SLUTTIEST. 4TH. EVER.
That sucks. I just talked to a telemarketer for 15 minutes about CSI: Miami and weed.
Umm, ya, half our class is sitting in starbucks passing around flasks. Yes, flasks. Plural. Going to join them, we're all giving oral presentations in 20. Go hard or go home.
Nobody is here, I still yelled for someone to make me some toast. That my dear is commitment to doing nothing.
How can I explain how nice he is to you? ...like, I'm going to have to have my world famous why being a douche is sexy talk.
This is one of those times I wish I had a time machine so I could go back and punch myself in the face to make me realize what I need to do before it's too late
She is currently drunk and caressing my professor's face with one hand.
I'm worried because he hasn't removed it.
At least they play good movies in the waiting room of the pregnancy resource center.
I'm hoarding IKEA meatballs in my purse
masturbating on the freeway is more stressful than it sounds
You stopped loving me for a minute.
You sent me "Is nap," I don't think that really counts as a conversation starter.

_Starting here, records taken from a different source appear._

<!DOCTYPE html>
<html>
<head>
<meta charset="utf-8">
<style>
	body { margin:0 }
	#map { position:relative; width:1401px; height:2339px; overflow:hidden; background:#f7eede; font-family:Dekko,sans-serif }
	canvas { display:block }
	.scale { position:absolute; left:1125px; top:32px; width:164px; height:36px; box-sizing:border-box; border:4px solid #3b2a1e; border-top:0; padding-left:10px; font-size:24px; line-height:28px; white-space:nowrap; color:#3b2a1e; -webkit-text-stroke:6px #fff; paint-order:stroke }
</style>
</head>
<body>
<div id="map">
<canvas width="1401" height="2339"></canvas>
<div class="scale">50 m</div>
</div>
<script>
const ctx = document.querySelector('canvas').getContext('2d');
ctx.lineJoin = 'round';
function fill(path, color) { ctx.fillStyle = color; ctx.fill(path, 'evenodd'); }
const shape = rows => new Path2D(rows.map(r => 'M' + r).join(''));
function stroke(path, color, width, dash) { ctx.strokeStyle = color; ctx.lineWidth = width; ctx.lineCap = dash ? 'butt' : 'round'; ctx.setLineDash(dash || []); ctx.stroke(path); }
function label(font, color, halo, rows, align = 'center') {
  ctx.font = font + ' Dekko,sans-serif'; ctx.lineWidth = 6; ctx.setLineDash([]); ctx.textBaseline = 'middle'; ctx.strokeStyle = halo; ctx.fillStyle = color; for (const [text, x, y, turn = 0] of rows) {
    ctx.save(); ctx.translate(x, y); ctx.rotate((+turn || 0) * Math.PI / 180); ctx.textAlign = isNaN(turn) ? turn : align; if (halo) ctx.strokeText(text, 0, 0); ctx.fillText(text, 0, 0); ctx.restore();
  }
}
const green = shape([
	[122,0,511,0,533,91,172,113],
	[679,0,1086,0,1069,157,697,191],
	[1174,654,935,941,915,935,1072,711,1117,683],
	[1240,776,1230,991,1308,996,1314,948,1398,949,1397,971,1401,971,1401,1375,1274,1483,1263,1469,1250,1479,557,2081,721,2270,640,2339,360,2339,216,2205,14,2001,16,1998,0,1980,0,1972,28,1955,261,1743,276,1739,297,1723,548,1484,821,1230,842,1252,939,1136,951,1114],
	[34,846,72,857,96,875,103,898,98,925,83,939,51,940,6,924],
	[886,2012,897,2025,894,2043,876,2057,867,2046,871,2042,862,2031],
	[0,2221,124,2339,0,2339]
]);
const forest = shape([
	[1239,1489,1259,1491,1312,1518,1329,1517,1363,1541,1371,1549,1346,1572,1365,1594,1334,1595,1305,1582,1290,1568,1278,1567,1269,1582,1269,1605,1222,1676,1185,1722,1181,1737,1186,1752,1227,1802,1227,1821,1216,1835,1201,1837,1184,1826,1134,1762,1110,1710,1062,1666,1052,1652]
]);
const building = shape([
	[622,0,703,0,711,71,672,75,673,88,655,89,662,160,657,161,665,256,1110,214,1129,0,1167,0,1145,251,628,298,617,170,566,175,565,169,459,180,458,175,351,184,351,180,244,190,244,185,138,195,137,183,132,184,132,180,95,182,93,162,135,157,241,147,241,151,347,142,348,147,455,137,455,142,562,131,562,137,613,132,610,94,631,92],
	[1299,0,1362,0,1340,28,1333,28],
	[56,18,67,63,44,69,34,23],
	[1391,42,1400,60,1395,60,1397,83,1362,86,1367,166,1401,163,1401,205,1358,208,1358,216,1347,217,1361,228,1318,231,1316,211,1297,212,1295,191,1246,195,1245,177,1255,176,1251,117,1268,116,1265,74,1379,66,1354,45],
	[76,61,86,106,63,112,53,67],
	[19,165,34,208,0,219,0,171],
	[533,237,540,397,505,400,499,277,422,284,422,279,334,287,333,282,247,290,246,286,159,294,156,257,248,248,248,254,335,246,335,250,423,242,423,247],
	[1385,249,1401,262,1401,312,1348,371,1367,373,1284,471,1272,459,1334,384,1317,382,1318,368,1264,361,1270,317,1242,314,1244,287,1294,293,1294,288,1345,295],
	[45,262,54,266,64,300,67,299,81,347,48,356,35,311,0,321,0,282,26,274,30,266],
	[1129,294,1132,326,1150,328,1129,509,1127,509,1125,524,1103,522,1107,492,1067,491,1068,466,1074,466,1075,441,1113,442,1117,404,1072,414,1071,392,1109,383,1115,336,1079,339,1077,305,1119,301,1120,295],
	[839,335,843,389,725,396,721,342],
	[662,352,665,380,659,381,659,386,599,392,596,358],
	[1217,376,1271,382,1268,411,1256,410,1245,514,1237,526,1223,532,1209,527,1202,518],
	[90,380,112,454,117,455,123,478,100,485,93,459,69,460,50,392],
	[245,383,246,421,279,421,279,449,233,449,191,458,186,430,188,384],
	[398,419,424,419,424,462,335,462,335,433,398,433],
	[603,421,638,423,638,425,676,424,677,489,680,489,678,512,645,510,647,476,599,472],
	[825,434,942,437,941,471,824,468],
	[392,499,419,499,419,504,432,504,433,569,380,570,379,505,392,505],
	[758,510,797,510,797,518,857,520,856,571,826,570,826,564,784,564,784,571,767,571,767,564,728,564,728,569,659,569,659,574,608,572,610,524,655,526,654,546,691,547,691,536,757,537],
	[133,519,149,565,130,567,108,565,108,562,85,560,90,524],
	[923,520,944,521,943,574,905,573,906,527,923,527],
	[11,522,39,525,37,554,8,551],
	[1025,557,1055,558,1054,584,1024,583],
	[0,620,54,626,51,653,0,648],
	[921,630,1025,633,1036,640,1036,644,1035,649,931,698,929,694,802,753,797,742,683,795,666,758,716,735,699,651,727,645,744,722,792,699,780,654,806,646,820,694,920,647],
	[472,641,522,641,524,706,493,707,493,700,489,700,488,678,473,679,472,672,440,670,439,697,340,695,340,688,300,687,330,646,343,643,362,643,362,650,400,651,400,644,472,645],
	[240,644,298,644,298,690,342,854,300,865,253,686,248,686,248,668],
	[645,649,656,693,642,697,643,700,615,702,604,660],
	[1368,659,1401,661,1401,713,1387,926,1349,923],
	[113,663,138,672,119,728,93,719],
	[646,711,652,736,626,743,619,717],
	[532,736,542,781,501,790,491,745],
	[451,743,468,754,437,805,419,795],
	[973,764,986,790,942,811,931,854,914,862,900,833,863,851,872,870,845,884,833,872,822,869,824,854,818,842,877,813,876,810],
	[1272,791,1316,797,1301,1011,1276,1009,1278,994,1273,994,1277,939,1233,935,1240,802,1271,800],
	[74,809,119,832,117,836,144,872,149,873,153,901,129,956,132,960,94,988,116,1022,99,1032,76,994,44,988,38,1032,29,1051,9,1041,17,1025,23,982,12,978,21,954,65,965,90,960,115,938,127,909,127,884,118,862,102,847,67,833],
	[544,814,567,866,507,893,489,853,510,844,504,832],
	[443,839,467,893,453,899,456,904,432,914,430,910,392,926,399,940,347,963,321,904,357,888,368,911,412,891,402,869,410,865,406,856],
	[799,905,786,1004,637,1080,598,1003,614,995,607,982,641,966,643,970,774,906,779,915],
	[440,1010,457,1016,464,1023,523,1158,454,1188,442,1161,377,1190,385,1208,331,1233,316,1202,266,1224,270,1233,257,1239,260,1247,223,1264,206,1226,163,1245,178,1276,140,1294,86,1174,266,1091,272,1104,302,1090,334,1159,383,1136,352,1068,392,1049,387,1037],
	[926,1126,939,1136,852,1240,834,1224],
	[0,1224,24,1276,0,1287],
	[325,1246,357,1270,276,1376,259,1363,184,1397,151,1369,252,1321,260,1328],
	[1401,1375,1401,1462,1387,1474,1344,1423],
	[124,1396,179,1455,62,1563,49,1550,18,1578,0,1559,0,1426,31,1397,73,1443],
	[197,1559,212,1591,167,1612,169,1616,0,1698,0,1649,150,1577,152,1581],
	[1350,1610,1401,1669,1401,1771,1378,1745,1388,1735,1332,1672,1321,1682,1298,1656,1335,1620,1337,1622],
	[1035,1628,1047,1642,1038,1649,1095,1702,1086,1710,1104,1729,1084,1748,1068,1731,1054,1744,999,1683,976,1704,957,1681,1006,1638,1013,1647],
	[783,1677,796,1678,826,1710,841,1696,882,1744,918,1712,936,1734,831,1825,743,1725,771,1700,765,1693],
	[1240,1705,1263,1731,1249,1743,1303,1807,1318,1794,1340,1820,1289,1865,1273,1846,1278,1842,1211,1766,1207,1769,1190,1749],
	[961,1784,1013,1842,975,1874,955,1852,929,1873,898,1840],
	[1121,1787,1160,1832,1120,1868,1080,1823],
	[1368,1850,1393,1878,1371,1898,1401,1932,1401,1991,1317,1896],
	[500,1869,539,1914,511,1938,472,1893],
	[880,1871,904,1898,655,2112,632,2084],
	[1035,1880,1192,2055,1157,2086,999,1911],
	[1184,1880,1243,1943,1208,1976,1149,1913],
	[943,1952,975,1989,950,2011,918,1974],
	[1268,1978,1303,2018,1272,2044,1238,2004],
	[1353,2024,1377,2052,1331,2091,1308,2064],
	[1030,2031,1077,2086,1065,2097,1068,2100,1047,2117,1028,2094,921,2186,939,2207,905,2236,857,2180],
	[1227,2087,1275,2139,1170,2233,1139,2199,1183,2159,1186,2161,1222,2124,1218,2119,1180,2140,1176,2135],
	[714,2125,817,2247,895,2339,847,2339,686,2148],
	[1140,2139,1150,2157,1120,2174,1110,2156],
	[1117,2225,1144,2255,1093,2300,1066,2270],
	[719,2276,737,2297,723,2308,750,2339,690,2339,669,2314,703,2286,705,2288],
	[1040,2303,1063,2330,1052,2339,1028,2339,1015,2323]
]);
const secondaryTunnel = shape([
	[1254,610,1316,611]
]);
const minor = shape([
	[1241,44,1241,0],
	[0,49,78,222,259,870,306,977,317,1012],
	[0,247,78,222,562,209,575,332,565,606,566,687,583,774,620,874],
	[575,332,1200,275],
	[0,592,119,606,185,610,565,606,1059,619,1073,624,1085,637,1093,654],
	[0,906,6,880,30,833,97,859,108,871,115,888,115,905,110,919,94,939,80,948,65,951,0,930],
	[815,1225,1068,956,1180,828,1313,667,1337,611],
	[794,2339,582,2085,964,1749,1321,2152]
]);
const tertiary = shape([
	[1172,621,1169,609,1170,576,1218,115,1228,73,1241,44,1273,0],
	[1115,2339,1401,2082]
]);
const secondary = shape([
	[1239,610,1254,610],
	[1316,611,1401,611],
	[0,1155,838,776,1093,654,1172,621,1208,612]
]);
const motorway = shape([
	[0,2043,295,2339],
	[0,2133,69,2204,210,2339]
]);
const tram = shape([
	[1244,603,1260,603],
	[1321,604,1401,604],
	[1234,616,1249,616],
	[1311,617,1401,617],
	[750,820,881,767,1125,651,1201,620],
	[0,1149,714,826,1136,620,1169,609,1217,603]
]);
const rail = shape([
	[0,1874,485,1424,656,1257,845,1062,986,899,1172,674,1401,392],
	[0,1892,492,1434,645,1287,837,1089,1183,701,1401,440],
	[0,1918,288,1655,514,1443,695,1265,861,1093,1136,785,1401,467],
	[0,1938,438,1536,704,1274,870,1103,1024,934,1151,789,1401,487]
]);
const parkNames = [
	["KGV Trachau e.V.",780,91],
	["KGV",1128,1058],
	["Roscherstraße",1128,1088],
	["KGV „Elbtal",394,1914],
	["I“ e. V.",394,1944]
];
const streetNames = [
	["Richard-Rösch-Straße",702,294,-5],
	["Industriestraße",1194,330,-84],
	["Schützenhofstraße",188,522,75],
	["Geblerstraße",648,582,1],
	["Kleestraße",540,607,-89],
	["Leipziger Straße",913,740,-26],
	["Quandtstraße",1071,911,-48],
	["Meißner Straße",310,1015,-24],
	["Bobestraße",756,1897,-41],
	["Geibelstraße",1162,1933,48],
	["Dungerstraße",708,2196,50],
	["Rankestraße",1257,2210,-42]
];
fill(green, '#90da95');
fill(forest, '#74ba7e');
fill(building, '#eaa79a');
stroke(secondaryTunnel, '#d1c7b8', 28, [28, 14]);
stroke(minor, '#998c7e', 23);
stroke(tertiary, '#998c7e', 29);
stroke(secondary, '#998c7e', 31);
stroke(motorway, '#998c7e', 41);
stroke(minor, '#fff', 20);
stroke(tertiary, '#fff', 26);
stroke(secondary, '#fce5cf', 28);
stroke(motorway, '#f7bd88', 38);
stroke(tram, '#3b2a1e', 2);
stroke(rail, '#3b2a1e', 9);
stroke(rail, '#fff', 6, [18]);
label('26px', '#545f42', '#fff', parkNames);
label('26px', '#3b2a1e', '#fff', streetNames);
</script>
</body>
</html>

My girlfriend is so strong now. Like on the one hand its kind of hot because she can pin me down during sex, but on the other hand she picked me up and carried me bridal style at the company bbq.
Can't meet up at the party. Gary was caught by the cops attempting to drop a deuce thru his ex wife's Subaru via sun roof. Details as soon as bail is processed.
So I justmade it back home and was greeted to a squirrel in my dorm... Last time I let my friends rent it out for a party.